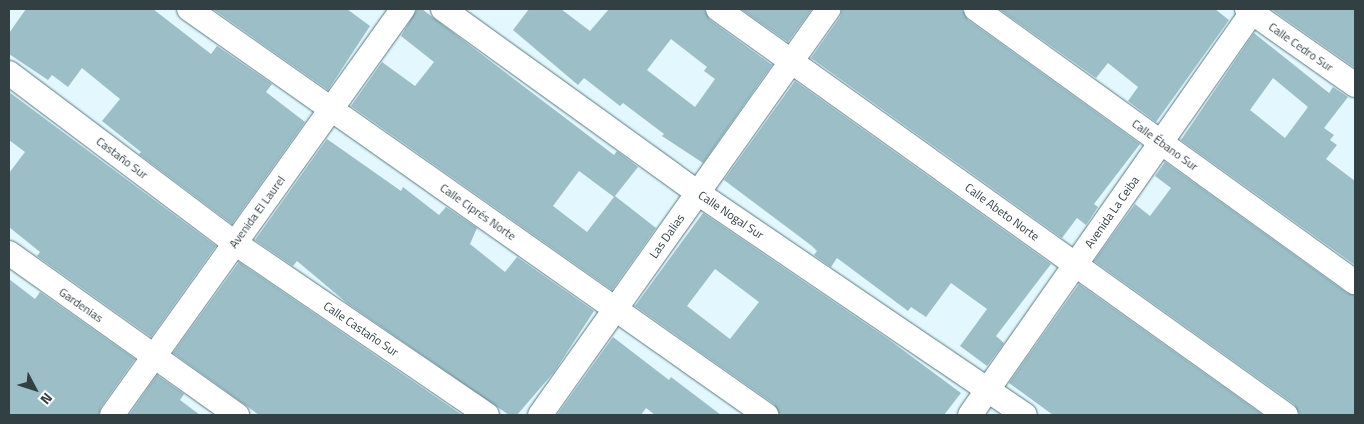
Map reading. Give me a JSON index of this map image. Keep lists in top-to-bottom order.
{
  "streets": {
    "street": [
      "Calle Cedro Sur",
      "Calle Ébano Sur",
      "Castaño Sur",
      "Avenida El Laurel",
      "Calle Ciprés Norte",
      "Calle Abeto Norte",
      "Avenida La Ceiba",
      "Calle Nogal Sur",
      "Las Dalias",
      "Gardenias",
      "Calle Castaño Sur"
    ]
  },
  "crossings": [
    ["Calle Cedro Sur", "Avenida La Ceiba"],
    ["Calle Ébano Sur", "Avenida La Ceiba"],
    ["Castaño Sur", "Avenida El Laurel"],
    ["Castaño Sur", "Calle Castaño Sur"],
    ["Avenida El Laurel", "Calle Ciprés Norte"],
    ["Avenida El Laurel", "Gardenias"],
    ["Avenida El Laurel", "Calle Castaño Sur"],
    ["Calle Ciprés Norte", "Las Dalias"],
    ["Calle Abeto Norte", "Avenida La Ceiba"],
    ["Calle Abeto Norte", "Las Dalias"],
    ["Avenida La Ceiba", "Calle Nogal Sur"],
    ["Calle Nogal Sur", "Las Dalias"]
  ],
  "north": "bottom right"
}
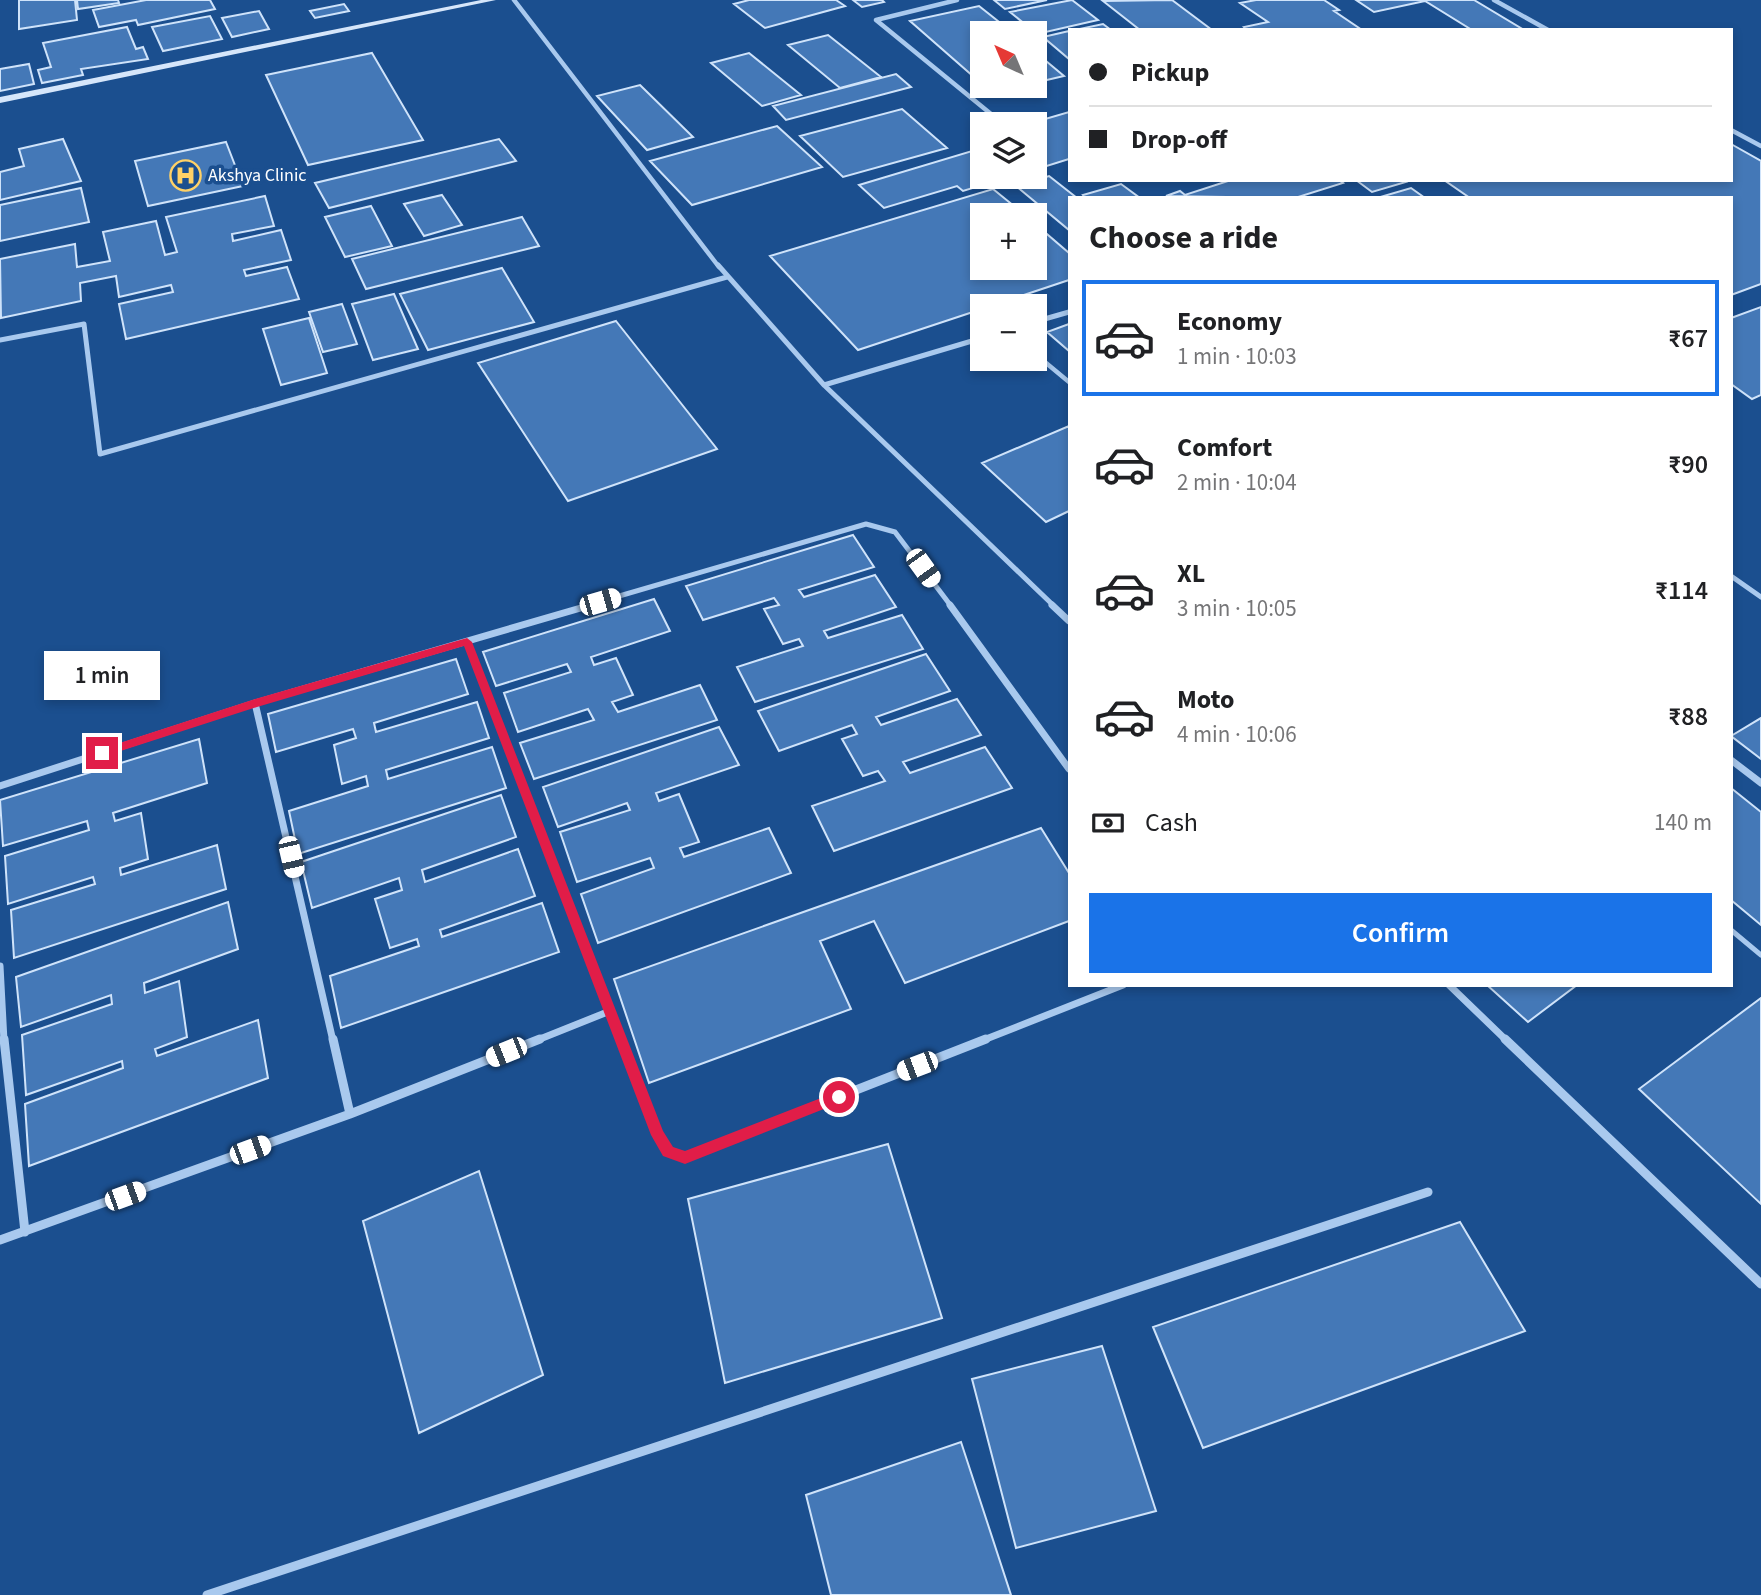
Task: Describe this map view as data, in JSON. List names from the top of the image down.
{
  "places": {
    "hospital": ["Akshya Clinic"]
  },
  "north": "top left",
  "page": {
    "map_buttons": ["+", "−"],
    "banner": ["Pickup", "Drop-off"],
    "heading": "Choose a ride",
    "list": [
      {
        "name": "Economy",
        "note": "1 min · 10:03",
        "value": "₹67"
      },
      {
        "name": "Comfort",
        "note": "2 min · 10:04",
        "value": "₹90"
      },
      {
        "name": "XL",
        "note": "3 min · 10:05",
        "value": "₹114"
      },
      {
        "name": "Moto",
        "note": "4 min · 10:06",
        "value": "₹88"
      }
    ],
    "bubble": "1 min",
    "pay": ["Cash", "140 m"],
    "buttons": "Confirm"
  }
}
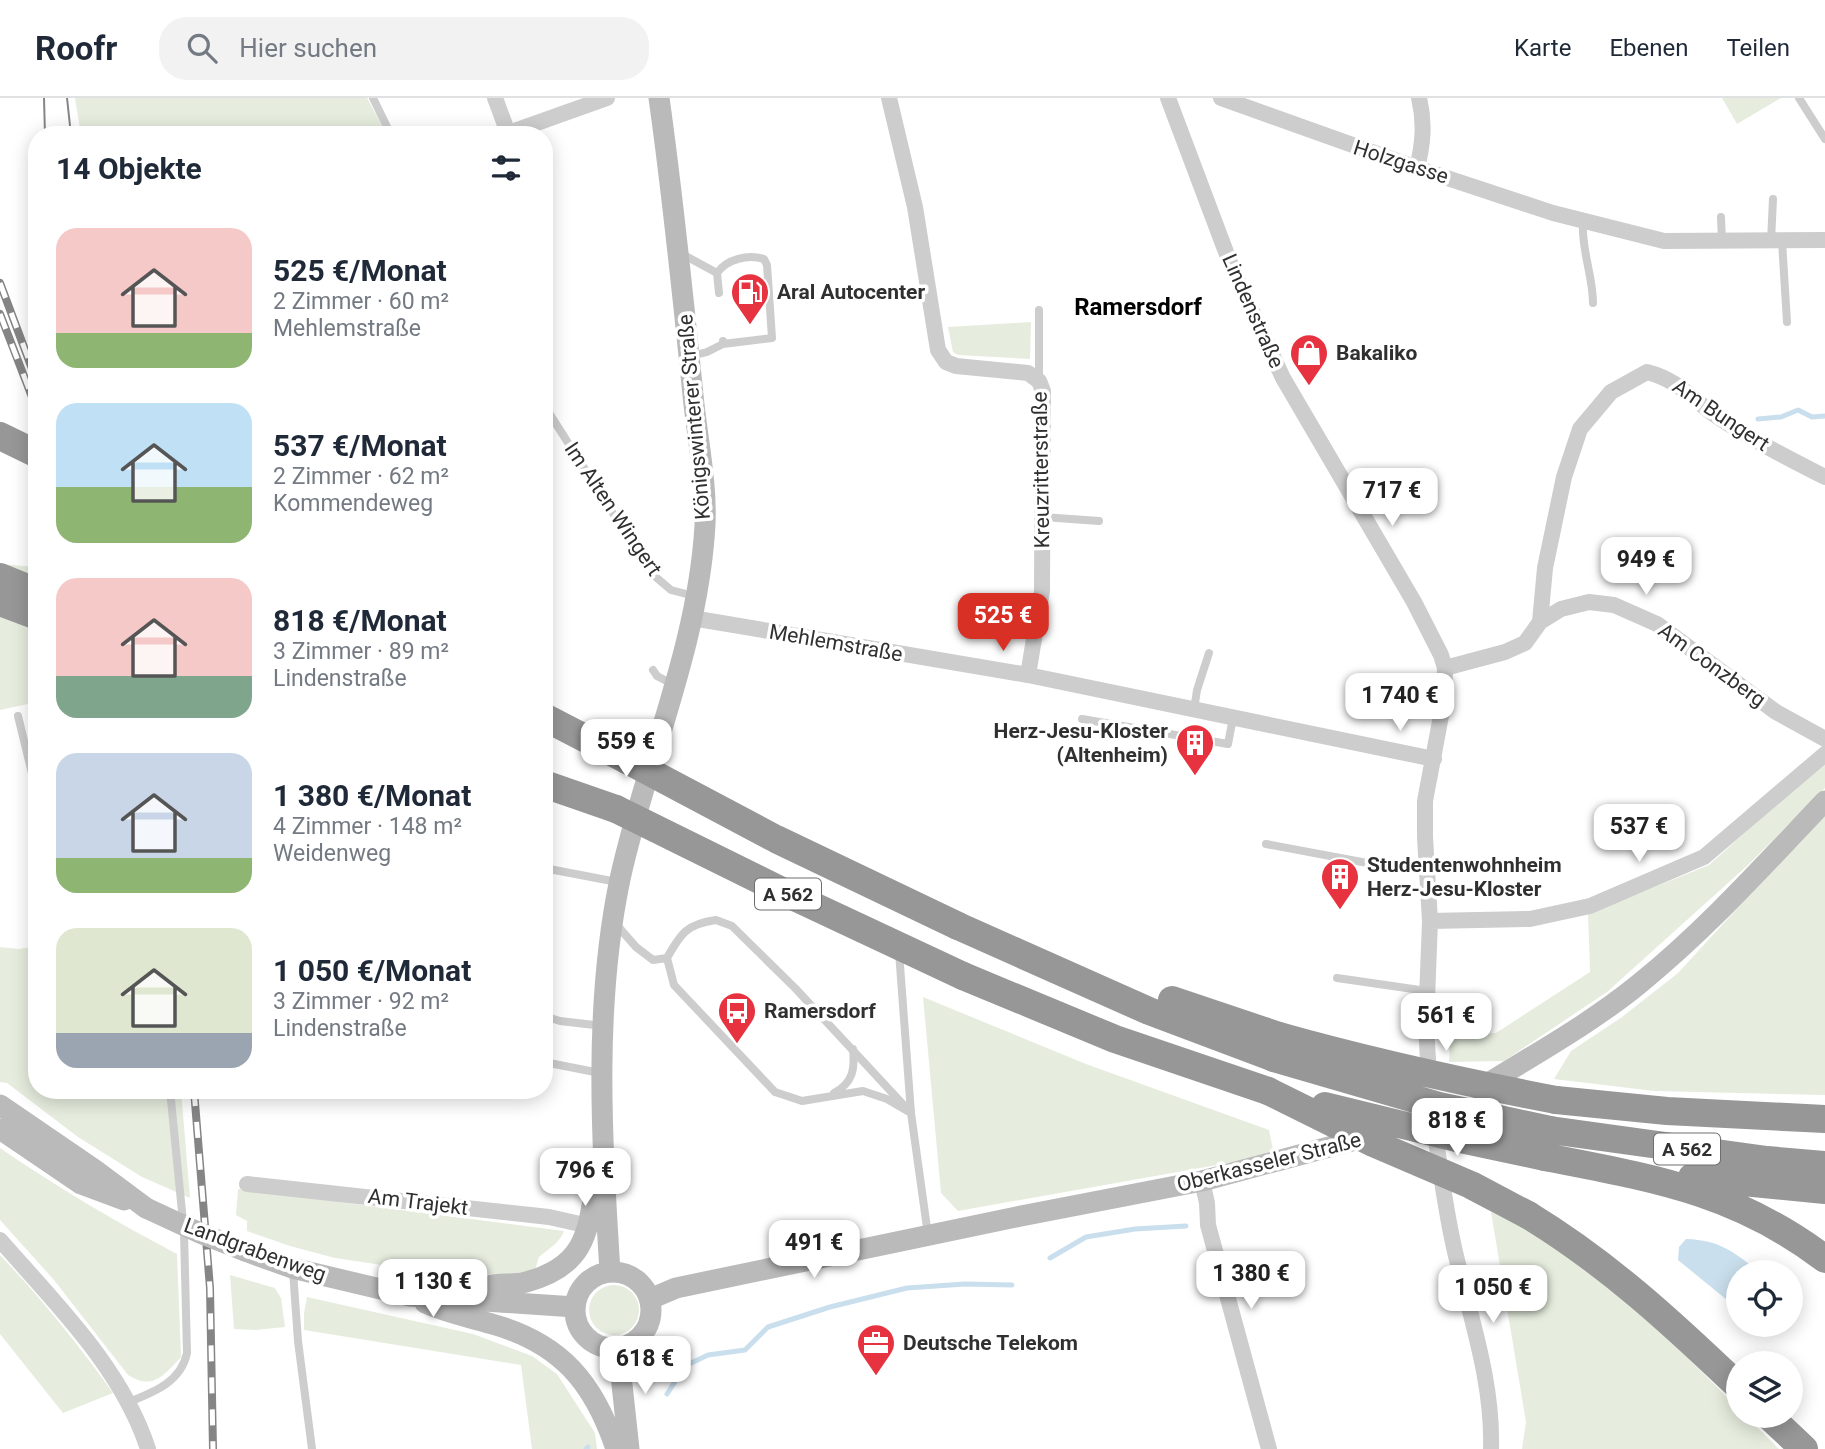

+++++

=== What is required ===
Make an exact copy of the lines above, starting at the line that contains "Task: Describe this" and running through the final line of the entries. Omit the pictures.

=== Exercise output ===
Task: Describe this map view as data, in JSON. List names from the top of the image down.
{
  "places": {
    "hospital": ["Akshya Clinic"]
  },
  "north": "top left",
  "page": {
    "map_buttons": ["+", "−"],
    "banner": ["Pickup", "Drop-off"],
    "heading": "Choose a ride",
    "list": [
      {
        "name": "Economy",
        "note": "1 min · 10:03",
        "value": "₹67"
      },
      {
        "name": "Comfort",
        "note": "2 min · 10:04",
        "value": "₹90"
      },
      {
        "name": "XL",
        "note": "3 min · 10:05",
        "value": "₹114"
      },
      {
        "name": "Moto",
        "note": "4 min · 10:06",
        "value": "₹88"
      }
    ],
    "bubble": "1 min",
    "pay": ["Cash", "140 m"],
    "buttons": "Confirm"
  }
}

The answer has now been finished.